13 In NADH of 2001 v Minister for Immigration and Multicultural and Indigenous Affairs (2004) 214 ALR 264 at [136]–[137], Allsop J (with whom Moore and Tamberlin JJ agreed) provided some elucidation of the analysis to be undertaken in dealing with an allegation of illogicality. As his Honour pointed out, perfect logicality is a standard not necessarily achieved in the reasoning process of many decision makers; indeed, illogicality may highlight the understanding of how an error occurred within jurisdiction. There must, of course, be a process of reasoning.
14 Mr Karp does not submit that the Tribunal decision was of the kind described by Allsop J in NADH, a decision that lacked reasoning. It cannot be said that the Tribunal could not or did not reach its conclusion by a process of reasoning.
15 It was not inevitable, logically, that because the May 1998 riots were directed towards the ethnic Chinese and the appellant was ethnically Chinese, that the destruction of his family’s business in Jakarta was racially motivated. It cannot be said that the conclusion was so unreasonable that no reasonable person could have come to it. It was open to the Tribunal to conclude that, in the context of general lawlessness, the destruction of his salon was not based on his race.
16 The appellant has not established jurisdictional error on this ground.
Denial of natural justice
17 The appellant’s application for a protection visa was filed prior to the commencement of s 422B of the Act. Accordingly, the appellants were entitled to be accorded natural justice at common law (Minister for Immigration and Multicultural and Indigenous Affairs v NAMW (2004) 140 FCR 572 at [139]).
Changes in Indonesia
18 Two of the three reasons advanced by the Tribunal for its lack of satisfaction of a well-founded fear of persecution were based on independent evidence of “significant changes” in Indonesia since the appellant’s departure. The Tribunal concluded that the appellant’s fear, though genuine, was not well-founded. In its view, the chance of persecution was remote.

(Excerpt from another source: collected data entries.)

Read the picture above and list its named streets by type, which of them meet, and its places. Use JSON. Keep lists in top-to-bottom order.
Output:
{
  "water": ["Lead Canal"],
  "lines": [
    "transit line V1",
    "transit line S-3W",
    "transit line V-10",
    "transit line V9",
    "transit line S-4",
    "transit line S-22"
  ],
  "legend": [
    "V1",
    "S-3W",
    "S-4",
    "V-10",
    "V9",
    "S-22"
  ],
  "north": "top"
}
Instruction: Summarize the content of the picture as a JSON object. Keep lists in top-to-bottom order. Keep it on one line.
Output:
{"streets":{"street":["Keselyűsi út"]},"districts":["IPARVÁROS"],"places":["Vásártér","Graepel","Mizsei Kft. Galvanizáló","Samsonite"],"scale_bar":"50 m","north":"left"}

19 The amended notice of appeal asserts an obligation on the part of the Tribunal to put matters to the appellant to provide the opportunity for him to respond, including:
· information that ‘is already obvious’;
· information known to the appellant;
· information that is credible, relevant and significant to the decision to be made, whether obvious or not;
· any adverse conclusion which has been arrived at which would not obviously be open on the known material; and
· country information in the reports relied on in the decision.

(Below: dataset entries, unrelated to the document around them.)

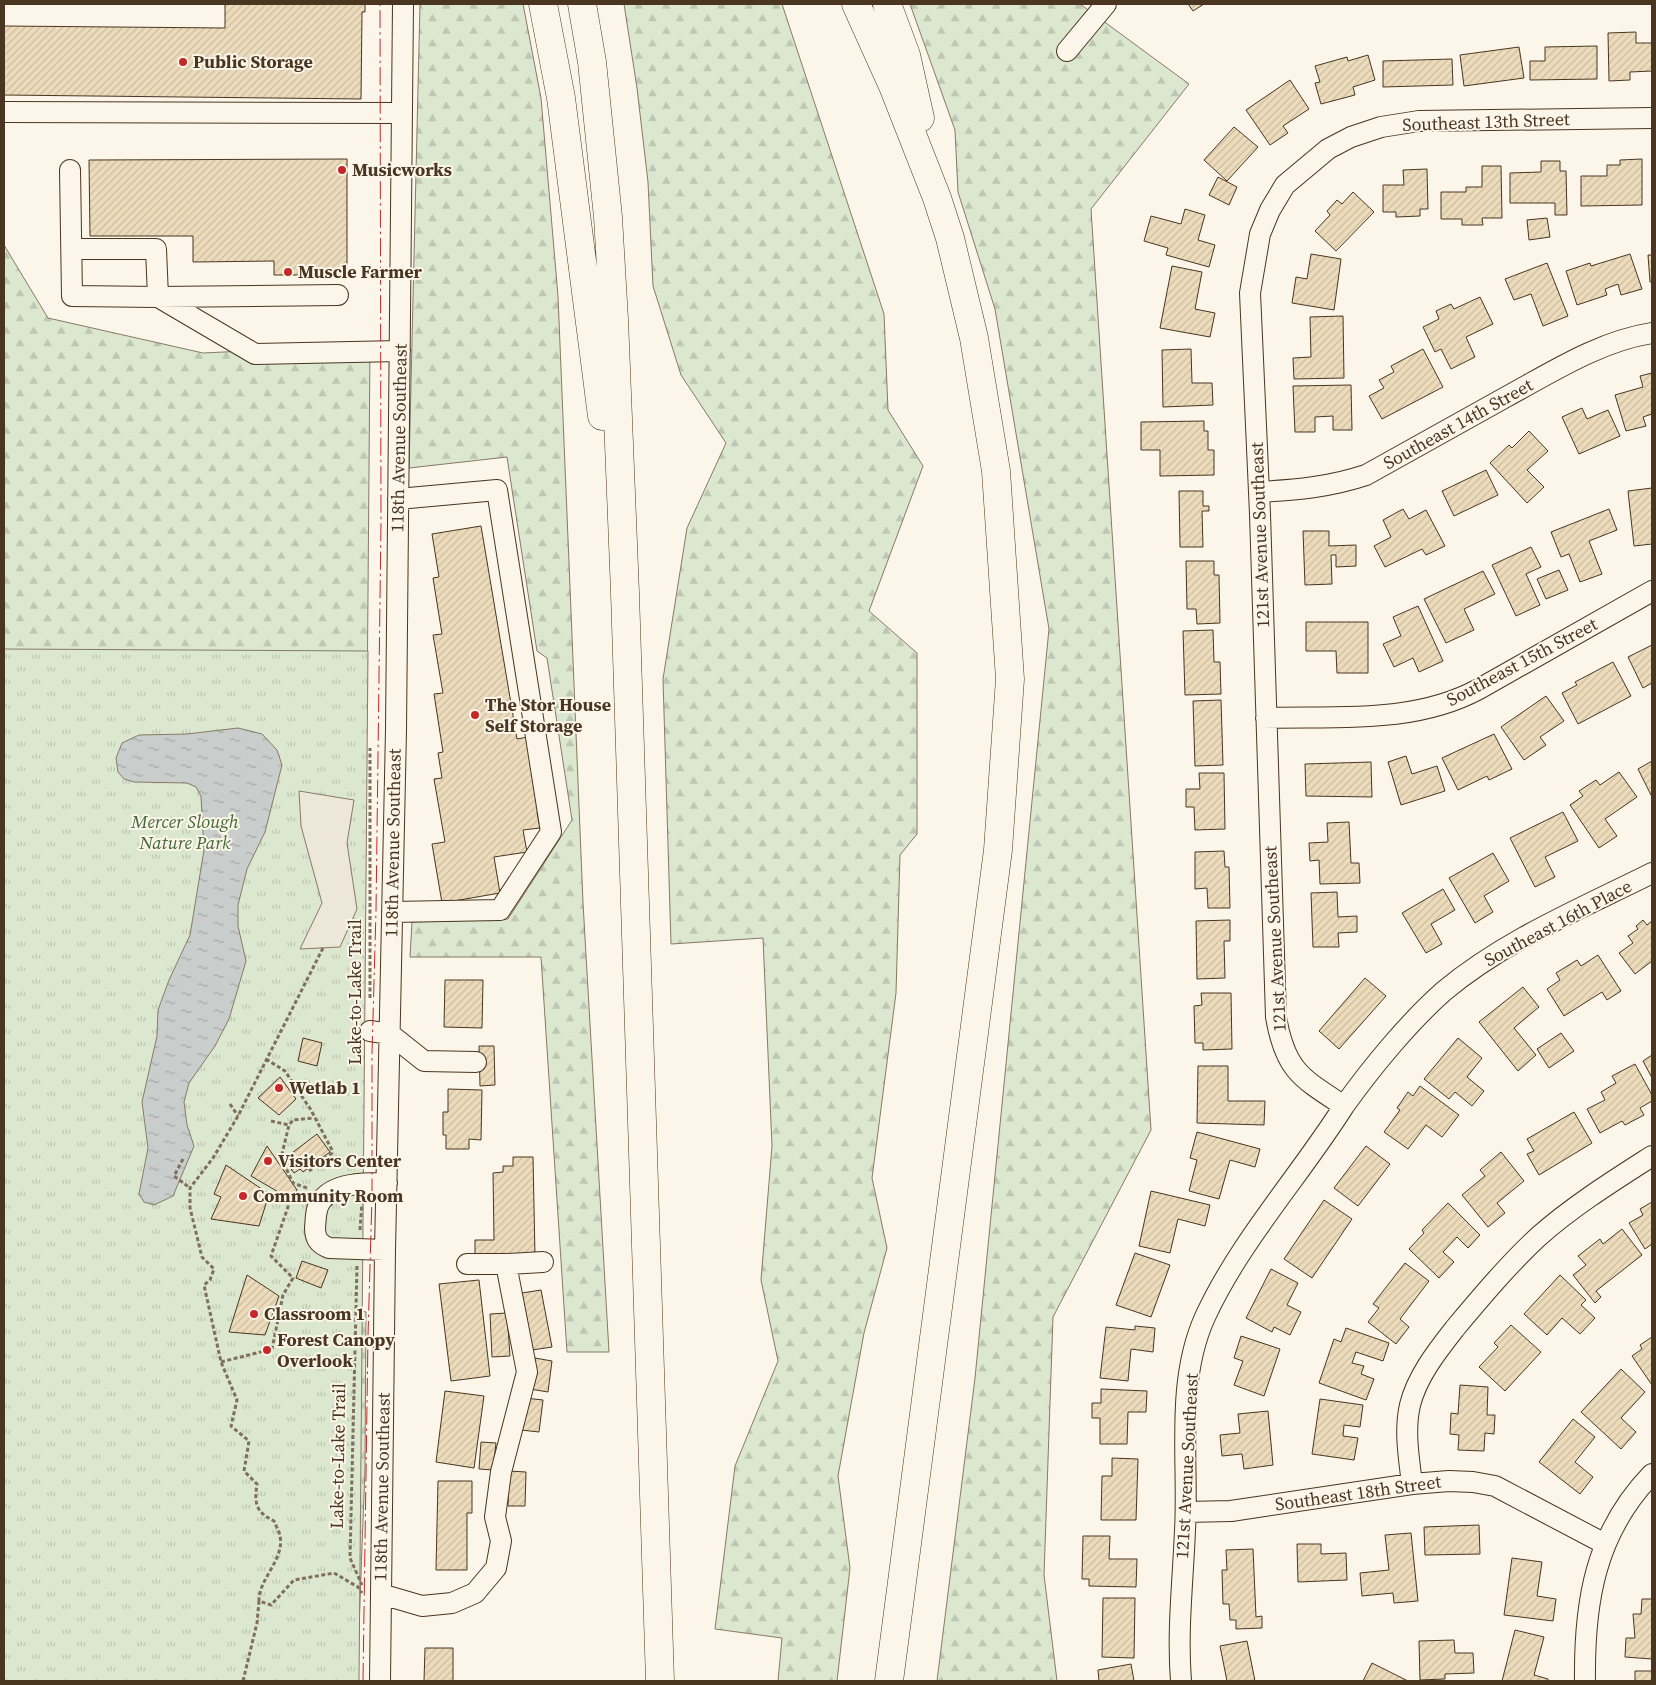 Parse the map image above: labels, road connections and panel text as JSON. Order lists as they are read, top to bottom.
{
  "streets": {
    "street": [
      "Southeast 13th Street",
      "Southeast 14th Street",
      "118th Avenue Southeast",
      "121st Avenue Southeast",
      "Southeast 15th Street",
      "Southeast 16th Place",
      "Southeast 18th Street"
    ],
    "path": ["Lake-to-Lake Trail"]
  },
  "crossings": [
    ["Southeast 13th Street", "121st Avenue Southeast"],
    ["Southeast 14th Street", "121st Avenue Southeast"],
    ["118th Avenue Southeast", "Lake-to-Lake Trail"],
    ["121st Avenue Southeast", "Southeast 15th Street"],
    ["121st Avenue Southeast", "Southeast 16th Place"],
    ["121st Avenue Southeast", "Southeast 18th Street"]
  ],
  "parks": ["Mercer Slough Nature Park"],
  "places": [
    "Public Storage",
    "Musicworks",
    "Muscle Farmer",
    "The Stor House Self Storage",
    "Wetlab 1",
    "Visitors Center",
    "Community Room",
    "Classroom 1",
    "Forest Canopy Overlook"
  ]
}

20 Mr Karp contends that, while the Tribunal put to the appellant the general propositions gleaned from the country information, it was obliged to and did not put to him the specific information upon which it relied. That specific information should have been disclosed, he submits, to enable the appellant to answer realistically and meaningfully ‘the case that the Tribunal had amassed against him’. The general proposition that there had been changes in Indonesia since May 1988 could only lead to a general response, for example that there had not been sufficient change to enable a return. Accepting that the Tribunal is not obliged to put its thought processes to the appellant, Mr Karp submits that specific information was cited in the decision, not as a reflection of thought processes but as evidence on which the Tribunal relied. Disclosure of that specific information could, he contends, have elicited a more detailed rebuttal.
21 Mr Karp contends that what is obvious and relevant to the decision maker may be less so to the appellant, especially if the information is used adversely against him (Re Minister for Immigration and Multicultural Affairs Ex Parte Miah (2001) 206 CLR 57 at [141]–[142]). Further, he contends, there is a requirement to disclose information known to the appellant if any adverse conclusion arrived at would not obviously be open on the known material (Commissioner for Australian Capital Territory Revenue v Alphaone Pty Ltd (1994) 49 FCR 576 at 591-2). The appellant must be given the opportunity to deal with adverse information that is credible, relevant and significant to seek to establish that it is not credible, not relevant or not sufficiently significant (Applicant VEAL of 2002 v Minister for Immigration and Multicultural and Indigenous Affairs (2005) 222 ALR 411 at [17]).
22 Mr Mitchell appears for the Minister and contends that the Tribunal’s findings, upon which the decision was based, were, in essence, put to the appellant. He submits that it was not necessary to put the specific evidence to him, nor the process of drawing conclusions from that evidence. Nor was it necessary to put the generalisations drawn from the specific evidence, although in his submission the Tribunal did give the appellant the opportunity to respond to those generalisations.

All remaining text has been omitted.